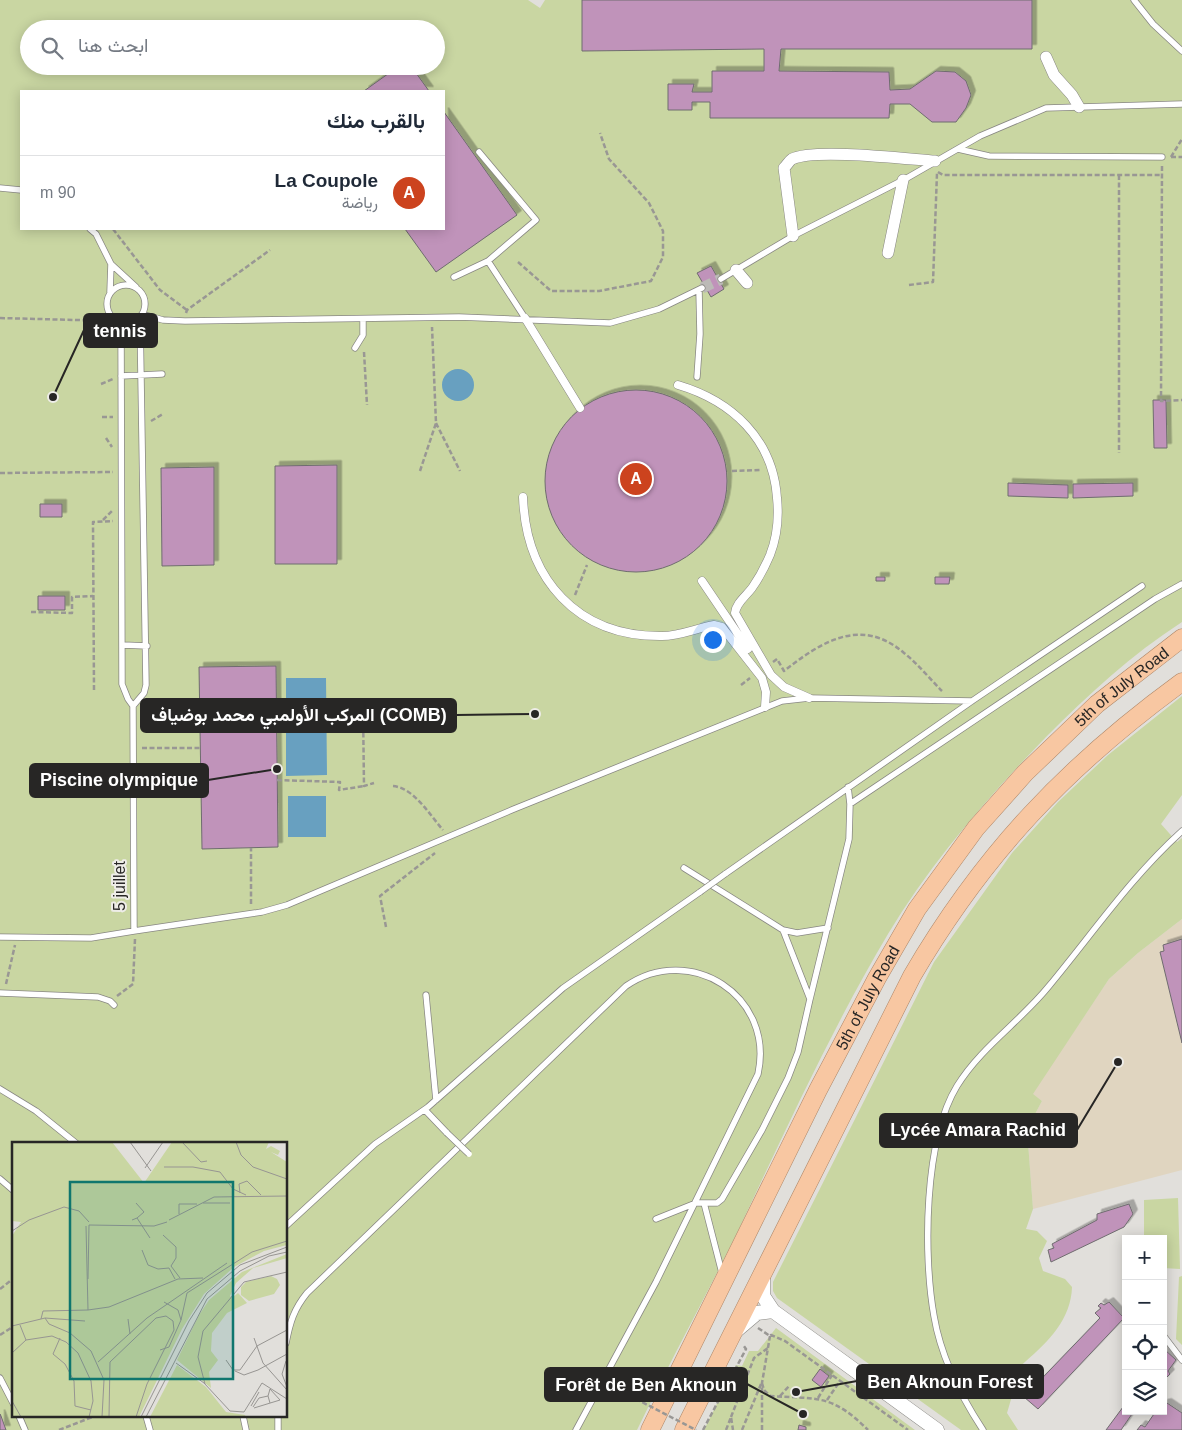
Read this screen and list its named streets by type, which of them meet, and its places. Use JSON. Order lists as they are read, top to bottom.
{
  "streets": {
    "highway": ["5th of July Road"],
    "lane": ["5 juillet"]
  },
  "places": [
    "tennis",
    "المركب الأولمبي محمد بوضياف (COMB)",
    "Piscine olympique",
    "Lycée Amara Rachid",
    "Ben Aknoun Forest",
    "Forêt de Ben Aknoun"
  ],
  "page": {
    "search": "ابحث هنا",
    "heading": "بالقرب منك",
    "list": [
      {
        "mark": "A",
        "name": "La Coupole",
        "note": "رياضة",
        "value": "90 m"
      }
    ],
    "pins": "A",
    "map_buttons": ["+", "−"]
  }
}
- - -
Problem description ▸ Would you give the material back exactly, minus the pictures?

Result for this task ▸
Read this screen and list its named streets by type, which of them meet, and its places. Use JSON. Order lists as they are read, top to bottom.
{
  "streets": {
    "highway": ["5th of July Road"],
    "lane": ["5 juillet"]
  },
  "places": [
    "tennis",
    "المركب الأولمبي محمد بوضياف (COMB)",
    "Piscine olympique",
    "Lycée Amara Rachid",
    "Ben Aknoun Forest",
    "Forêt de Ben Aknoun"
  ],
  "page": {
    "search": "ابحث هنا",
    "heading": "بالقرب منك",
    "list": [
      {
        "mark": "A",
        "name": "La Coupole",
        "note": "رياضة",
        "value": "90 m"
      }
    ],
    "pins": "A",
    "map_buttons": ["+", "−"]
  }
}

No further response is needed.